The Maldives has witnessed a significant surge in influenza cases, including H1N1, between December 2023 and January 2024, according to the Health Protection Agency (HPA). The agency told Maldives Republic that 68 cases of influenza were identified in the past month, marking a substantial rise from the 24 cases detected in December 2023.

In response to this alarming health trend, the HPA has called for heightened cautionary action, particularly towards influenza and Covid-19. The agency has urged the public to adopt stringent protective measures to curb the spread of these diseases, including covering the nose and mouth when coughing and sneezing, maintaining high standards of cleanliness, and frequent handwashing.

The HPA has also initiated an extensive public awareness campaign on the potential dangers of influenza, preventive measures to avoid infection, and the appropriate course of action if symptoms manifest. Three hundred fifty-two individuals who exhibited symptoms of the disease were tested in January, of which 68 were identified as positive, according to the agency.

Despite the rise in influenza cases, the HPA reported a decline in dengue cases in January compared to December 2023. The number of people seeking medical treatment for the flu also declined in January, although cases of diarrhoea increased compared to the previous month.

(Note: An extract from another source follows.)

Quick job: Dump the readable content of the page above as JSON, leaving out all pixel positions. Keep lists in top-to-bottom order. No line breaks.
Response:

In light of the increase in influenza cases, the HPA has urged individuals in vulnerable categories to get vaccinated to avoid severe disease and to seek medical attention at the onset of symptoms.

Influenza, a highly contagious respiratory illness, is caused by influenza viruses that infect the cells lining the nose, throat, and lungs. The virus propagates through the air in droplets when an infected person coughs, sneezes, breathes, or talks, and others inhale these contaminated droplets.

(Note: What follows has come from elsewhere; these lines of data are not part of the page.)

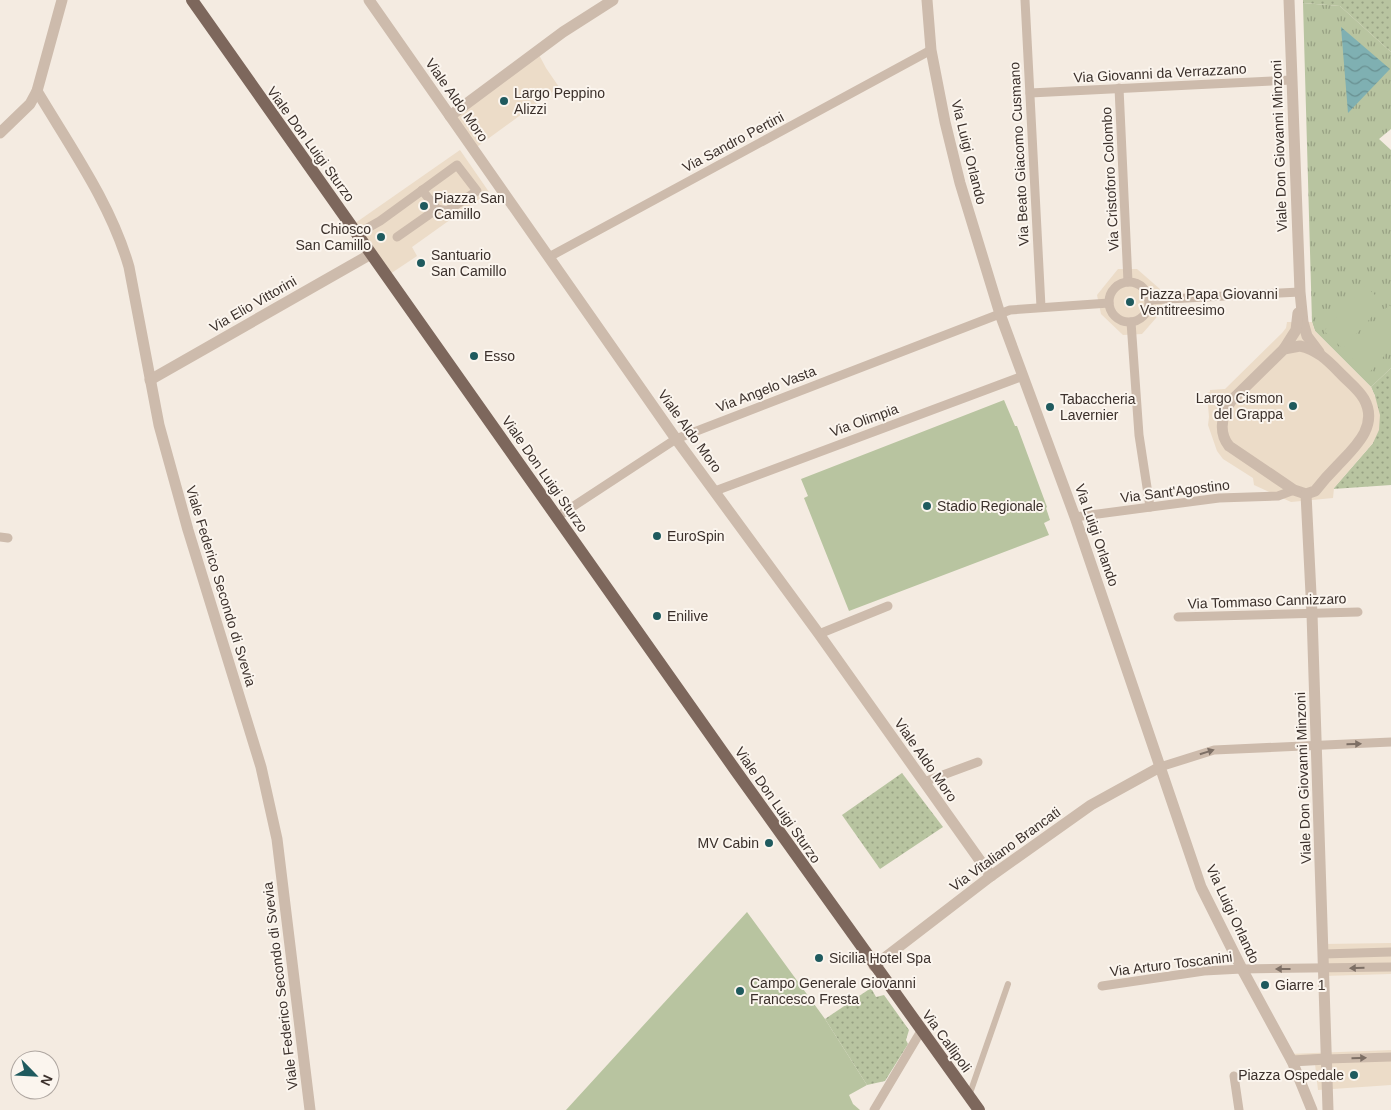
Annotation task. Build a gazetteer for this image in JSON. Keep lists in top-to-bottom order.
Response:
{
  "streets": {
    "main road": ["Viale Don Luigi Sturzo", "Via Callipoli"],
    "street": [
      "Via Giovanni da Verrazzano",
      "Viale Aldo Moro",
      "Via Sandro Pertini",
      "Viale Don Giovanni Minzoni",
      "Via Luigi Orlando",
      "Via Beato Giacomo Cusmano",
      "Via Cristoforo Colombo",
      "Via Elio Vittorini",
      "Via Angelo Vasta",
      "Via Olimpia",
      "Via Sant'Agostino",
      "Viale Federico Secondo di Svevia",
      "Via Tommaso Cannizzaro",
      "Via Vitaliano Brancati",
      "Via Arturo Toscanini"
    ]
  },
  "crossings": [
    ["Via Giovanni da Verrazzano", "Viale Don Giovanni Minzoni"],
    ["Via Giovanni da Verrazzano", "Via Beato Giacomo Cusmano"],
    ["Via Giovanni da Verrazzano", "Via Cristoforo Colombo"],
    ["Viale Aldo Moro", "Via Sandro Pertini"],
    ["Viale Aldo Moro", "Via Angelo Vasta"],
    ["Viale Aldo Moro", "Via Olimpia"],
    ["Viale Aldo Moro", "Via Vitaliano Brancati"],
    ["Via Sandro Pertini", "Via Luigi Orlando"],
    ["Viale Don Luigi Sturzo", "Via Elio Vittorini"],
    ["Viale Don Luigi Sturzo", "Via Angelo Vasta"],
    ["Viale Don Luigi Sturzo", "Via Vitaliano Brancati"],
    ["Viale Don Luigi Sturzo", "Via Callipoli"],
    ["Viale Don Giovanni Minzoni", "Via Sant'Agostino"],
    ["Viale Don Giovanni Minzoni", "Via Tommaso Cannizzaro"],
    ["Viale Don Giovanni Minzoni", "Via Arturo Toscanini"],
    ["Via Luigi Orlando", "Via Angelo Vasta"],
    ["Via Luigi Orlando", "Via Olimpia"],
    ["Via Luigi Orlando", "Via Sant'Agostino"],
    ["Via Luigi Orlando", "Via Vitaliano Brancati"],
    ["Via Luigi Orlando", "Via Arturo Toscanini"],
    ["Via Beato Giacomo Cusmano", "Via Angelo Vasta"],
    ["Via Cristoforo Colombo", "Via Angelo Vasta"],
    ["Via Elio Vittorini", "Viale Federico Secondo di Svevia"],
    ["Via Vitaliano Brancati", "Via Callipoli"]
  ],
  "places": [
    "Largo Peppino Alizzi",
    "Piazza San Camillo",
    "Chiosco San Camillo",
    "Santuario San Camillo",
    "Piazza Papa Giovanni Ventitreesimo",
    "Esso",
    "Largo Cismon del Grappa",
    "Tabaccheria Lavernier",
    "Stadio Regionale",
    "EuroSpin",
    "Enilive",
    "MV Cabin",
    "Sicilia Hotel Spa",
    "Giarre 1",
    "Campo Generale Giovanni Francesco Fresta",
    "Piazza Ospedale"
  ],
  "north": "bottom right"
}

Influenza viruses are classified into four types: A, B, C, and D. The seasonal epidemics commonly witnessed annually are predominantly caused by influenza A and B viruses. The H1N1 flu is a subtype of influenza A, which encompasses many strains of influenza virus, not all of which infect humans. Currently, the strains of influenza A viruses found in people are H1N1 and H3N2.

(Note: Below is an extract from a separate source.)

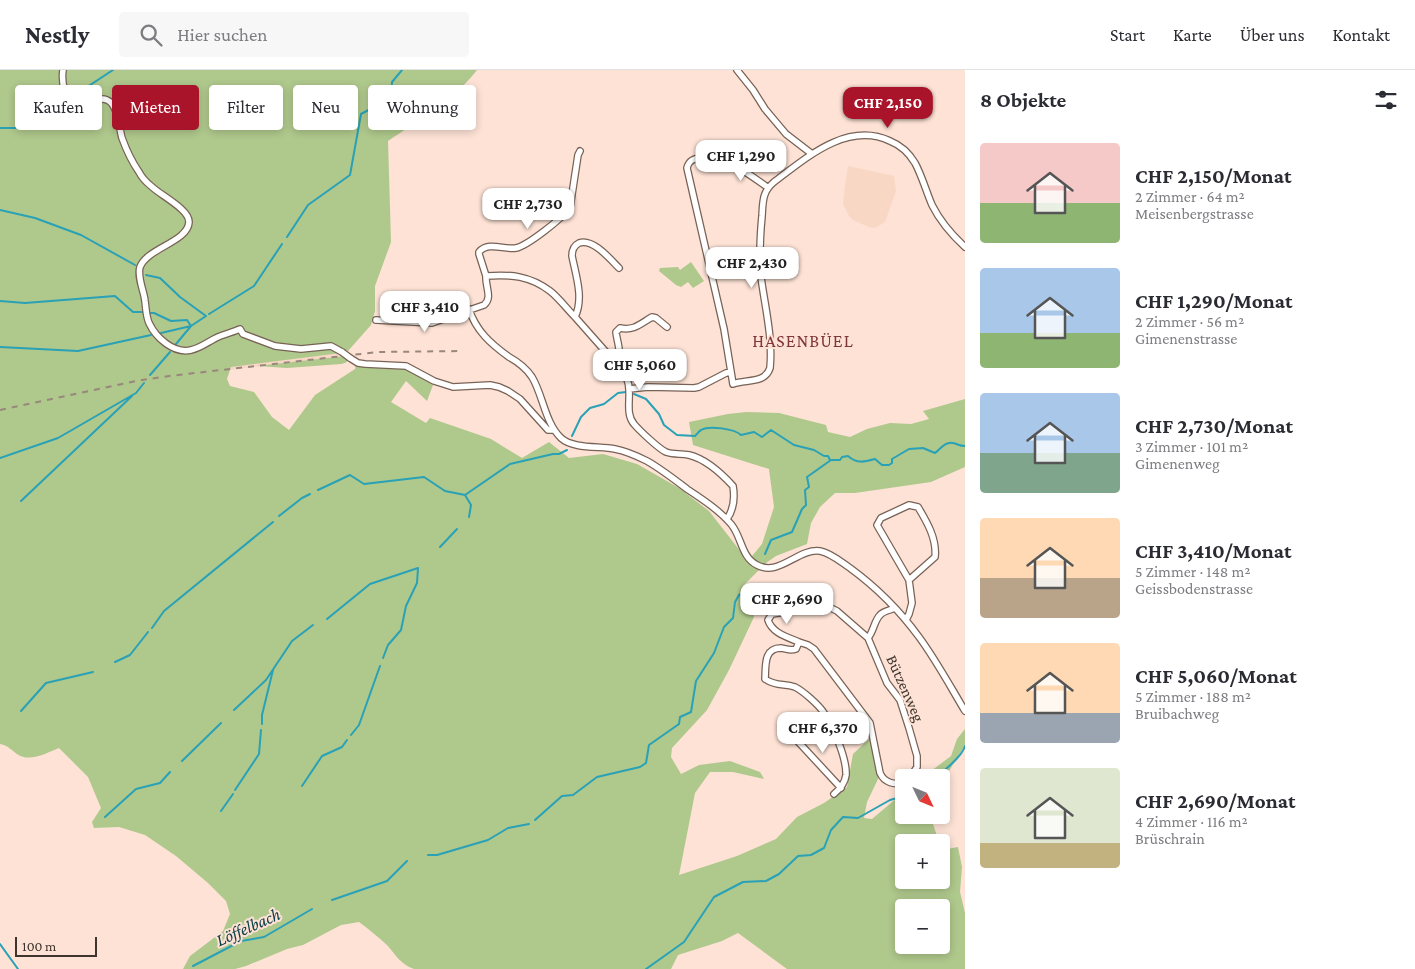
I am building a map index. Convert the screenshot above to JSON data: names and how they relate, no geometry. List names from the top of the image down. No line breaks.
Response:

Vaccinating annually is the most effective strategy to prevent the seasonal flu and its potentially serious complications. Other preventive measures include practicing good personal health and hygiene habits such as not touching your eyes, nose, or mouth, frequent hand washing, covering coughs and sneezes, avoiding close contact with sick people, and staying home when sick. These measures can help curtail the spread of the virus and safeguard individuals from infection.